Advisers should take these biases seriously, work to create new balanced habits, deploy training to correct them, and put in place a client service and communication framework that is inclusive of female clients and spouses.
The need for empathetic financial wellness
A McKinsey 2020 report found that women are one of the worst affected groups from the current pandemic, making up 39% of global employment but accounting for 54% percent of job losses.
As schools close and family members fall ill, many have shortened working hours or stepped down from positions to take on caregiving responsibilities. Thus, female clients want more support throughout their family’s financial lives. It is critical for advisers to bring the same empathetic environment they would face-to-face, across various digital channels.
This is possible using highly scalable digital tools, to help clients set and hit multiple goals that span beyond just finance and create a more holistic picture. This would cover planning for unexpected events, general financial wellness, and life goals. This allows clients to measure the progress of their plans, adjust goals, organise important documents securely and have an entire financial picture. The net effect of this approach for the adviser is a far stronger relationship, as the investor feels their entire financial life is being considered and taken care of.
Choose to challenge
International Women’s Day offers a chance for an open dialog and a moment of reflection. For the financial advice industry, it offers a chance to look ahead and make plans to build better businesses.
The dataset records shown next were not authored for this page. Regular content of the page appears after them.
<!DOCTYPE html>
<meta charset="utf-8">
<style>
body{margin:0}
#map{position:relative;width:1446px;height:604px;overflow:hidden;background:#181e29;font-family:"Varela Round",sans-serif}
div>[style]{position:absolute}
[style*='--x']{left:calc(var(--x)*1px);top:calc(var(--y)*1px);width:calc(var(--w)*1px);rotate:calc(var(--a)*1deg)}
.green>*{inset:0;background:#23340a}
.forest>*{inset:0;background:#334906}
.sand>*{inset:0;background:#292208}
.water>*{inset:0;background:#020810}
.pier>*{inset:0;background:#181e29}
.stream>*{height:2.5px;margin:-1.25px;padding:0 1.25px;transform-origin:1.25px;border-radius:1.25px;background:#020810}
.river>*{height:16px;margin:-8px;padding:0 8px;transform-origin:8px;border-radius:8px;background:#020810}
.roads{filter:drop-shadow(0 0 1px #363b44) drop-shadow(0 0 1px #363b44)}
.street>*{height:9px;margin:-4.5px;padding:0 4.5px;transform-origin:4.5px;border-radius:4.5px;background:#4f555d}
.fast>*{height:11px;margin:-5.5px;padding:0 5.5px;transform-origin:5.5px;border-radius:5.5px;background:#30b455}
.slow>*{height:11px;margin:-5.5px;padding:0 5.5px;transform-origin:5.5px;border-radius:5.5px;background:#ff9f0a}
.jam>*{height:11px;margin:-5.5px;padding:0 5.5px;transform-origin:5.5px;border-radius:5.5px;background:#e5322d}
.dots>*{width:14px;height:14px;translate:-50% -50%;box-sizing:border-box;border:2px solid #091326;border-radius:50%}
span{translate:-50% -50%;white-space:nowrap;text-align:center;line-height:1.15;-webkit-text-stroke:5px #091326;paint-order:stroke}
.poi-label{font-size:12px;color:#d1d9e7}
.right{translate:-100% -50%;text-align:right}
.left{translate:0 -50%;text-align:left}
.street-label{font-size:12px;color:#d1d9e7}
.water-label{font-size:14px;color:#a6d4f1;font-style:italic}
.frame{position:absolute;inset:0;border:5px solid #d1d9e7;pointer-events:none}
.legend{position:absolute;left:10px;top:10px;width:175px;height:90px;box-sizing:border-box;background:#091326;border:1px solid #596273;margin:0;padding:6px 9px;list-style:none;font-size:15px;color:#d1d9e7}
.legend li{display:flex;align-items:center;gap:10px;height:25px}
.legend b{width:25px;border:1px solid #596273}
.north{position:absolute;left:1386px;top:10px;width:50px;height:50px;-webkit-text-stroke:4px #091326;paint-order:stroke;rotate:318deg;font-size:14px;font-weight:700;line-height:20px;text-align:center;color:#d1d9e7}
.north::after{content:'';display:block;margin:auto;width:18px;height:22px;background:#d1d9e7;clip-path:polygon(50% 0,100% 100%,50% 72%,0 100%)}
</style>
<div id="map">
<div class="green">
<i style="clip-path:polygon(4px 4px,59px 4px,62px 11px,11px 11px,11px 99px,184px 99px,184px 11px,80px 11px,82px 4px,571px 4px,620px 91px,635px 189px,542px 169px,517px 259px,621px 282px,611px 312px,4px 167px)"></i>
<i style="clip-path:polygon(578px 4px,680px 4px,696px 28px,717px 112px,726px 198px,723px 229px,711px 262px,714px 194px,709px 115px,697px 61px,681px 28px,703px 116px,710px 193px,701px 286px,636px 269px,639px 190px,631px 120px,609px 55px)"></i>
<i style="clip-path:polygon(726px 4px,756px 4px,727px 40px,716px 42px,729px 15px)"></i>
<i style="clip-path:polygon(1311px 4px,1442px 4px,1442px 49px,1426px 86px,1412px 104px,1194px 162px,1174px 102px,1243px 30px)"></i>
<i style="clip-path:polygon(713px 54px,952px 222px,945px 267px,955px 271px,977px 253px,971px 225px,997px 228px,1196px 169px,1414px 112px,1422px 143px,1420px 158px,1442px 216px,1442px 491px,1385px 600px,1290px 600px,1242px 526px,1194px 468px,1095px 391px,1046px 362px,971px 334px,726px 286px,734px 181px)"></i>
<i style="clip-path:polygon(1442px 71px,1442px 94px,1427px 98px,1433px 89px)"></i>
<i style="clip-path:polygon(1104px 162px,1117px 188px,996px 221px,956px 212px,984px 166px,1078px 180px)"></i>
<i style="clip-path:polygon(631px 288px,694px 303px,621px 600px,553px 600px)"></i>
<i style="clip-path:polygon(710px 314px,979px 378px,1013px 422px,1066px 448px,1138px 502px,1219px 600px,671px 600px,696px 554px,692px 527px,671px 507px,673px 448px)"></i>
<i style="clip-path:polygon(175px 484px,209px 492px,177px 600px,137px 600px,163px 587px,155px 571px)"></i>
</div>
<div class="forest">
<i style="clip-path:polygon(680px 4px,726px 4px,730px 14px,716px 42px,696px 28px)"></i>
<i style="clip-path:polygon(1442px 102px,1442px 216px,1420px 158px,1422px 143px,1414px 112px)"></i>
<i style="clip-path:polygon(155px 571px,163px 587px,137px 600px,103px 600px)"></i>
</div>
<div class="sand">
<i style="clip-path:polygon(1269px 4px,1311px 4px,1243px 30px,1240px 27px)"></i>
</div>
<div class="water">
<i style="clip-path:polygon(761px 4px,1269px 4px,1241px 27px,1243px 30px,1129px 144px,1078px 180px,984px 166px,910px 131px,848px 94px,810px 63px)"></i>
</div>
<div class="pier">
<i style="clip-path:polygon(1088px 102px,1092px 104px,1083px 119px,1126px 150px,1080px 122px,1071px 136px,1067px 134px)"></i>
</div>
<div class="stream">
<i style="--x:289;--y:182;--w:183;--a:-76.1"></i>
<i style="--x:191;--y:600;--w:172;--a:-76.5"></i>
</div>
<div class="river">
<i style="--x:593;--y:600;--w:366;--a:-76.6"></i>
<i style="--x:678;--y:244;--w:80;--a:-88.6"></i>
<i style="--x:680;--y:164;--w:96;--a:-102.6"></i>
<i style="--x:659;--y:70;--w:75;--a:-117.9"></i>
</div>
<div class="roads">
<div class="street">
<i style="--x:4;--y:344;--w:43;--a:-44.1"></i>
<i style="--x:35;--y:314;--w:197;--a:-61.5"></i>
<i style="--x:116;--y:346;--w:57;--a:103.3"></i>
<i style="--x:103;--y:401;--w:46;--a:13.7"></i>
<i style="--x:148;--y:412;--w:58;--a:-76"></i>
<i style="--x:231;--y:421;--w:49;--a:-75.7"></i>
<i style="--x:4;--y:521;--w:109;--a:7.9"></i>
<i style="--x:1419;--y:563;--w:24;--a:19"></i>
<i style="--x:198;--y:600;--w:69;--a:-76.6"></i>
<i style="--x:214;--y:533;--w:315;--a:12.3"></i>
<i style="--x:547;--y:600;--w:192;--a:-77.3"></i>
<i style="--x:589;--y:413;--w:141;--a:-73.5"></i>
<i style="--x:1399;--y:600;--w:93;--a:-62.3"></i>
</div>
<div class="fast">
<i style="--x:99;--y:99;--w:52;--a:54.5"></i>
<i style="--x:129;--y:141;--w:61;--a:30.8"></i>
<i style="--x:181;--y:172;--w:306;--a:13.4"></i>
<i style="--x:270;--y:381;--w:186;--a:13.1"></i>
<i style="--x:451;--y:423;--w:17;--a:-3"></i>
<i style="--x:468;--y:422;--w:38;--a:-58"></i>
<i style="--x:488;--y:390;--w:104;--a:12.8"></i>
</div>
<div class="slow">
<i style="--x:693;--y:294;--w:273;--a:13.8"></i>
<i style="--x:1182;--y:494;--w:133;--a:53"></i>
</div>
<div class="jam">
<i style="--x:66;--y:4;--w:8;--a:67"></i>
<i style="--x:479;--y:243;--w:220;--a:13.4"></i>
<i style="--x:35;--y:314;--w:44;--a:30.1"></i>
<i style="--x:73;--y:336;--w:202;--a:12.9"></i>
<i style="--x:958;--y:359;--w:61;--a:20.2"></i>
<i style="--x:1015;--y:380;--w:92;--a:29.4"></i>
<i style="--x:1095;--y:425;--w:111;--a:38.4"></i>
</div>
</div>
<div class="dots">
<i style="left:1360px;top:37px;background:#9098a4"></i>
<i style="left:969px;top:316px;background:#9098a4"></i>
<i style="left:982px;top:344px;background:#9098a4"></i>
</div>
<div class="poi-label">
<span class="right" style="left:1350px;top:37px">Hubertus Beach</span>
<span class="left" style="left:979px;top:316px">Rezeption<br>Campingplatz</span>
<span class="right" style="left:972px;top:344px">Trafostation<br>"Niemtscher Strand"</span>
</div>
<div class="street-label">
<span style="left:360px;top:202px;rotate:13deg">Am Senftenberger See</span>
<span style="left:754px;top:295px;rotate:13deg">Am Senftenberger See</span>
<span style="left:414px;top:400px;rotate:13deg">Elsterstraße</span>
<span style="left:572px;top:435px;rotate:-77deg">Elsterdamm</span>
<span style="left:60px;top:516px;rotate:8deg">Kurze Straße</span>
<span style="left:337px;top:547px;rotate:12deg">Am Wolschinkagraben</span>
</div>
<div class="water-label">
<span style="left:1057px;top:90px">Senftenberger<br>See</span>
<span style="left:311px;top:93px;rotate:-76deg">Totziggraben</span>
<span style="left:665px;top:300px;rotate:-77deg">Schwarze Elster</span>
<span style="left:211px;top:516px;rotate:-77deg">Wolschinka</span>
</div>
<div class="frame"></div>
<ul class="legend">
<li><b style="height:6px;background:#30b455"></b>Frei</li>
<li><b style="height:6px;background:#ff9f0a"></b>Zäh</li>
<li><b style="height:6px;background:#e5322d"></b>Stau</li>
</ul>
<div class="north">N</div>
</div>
BCG 2020 research estimates that women will control £68 trillion of global wealth by 2023. For those forward-thinking financial advisers, there is a massive revenue opportunity. The answer lies in providing the right service – empowering women through a mixture of high-touch human support with self-service digital options to allow them to control their own financial future.
But this can only be achieved if financial advisers themselves choose to challenge how they engage and serve female clients. Those that do will help to improve financial equality through a sound business case.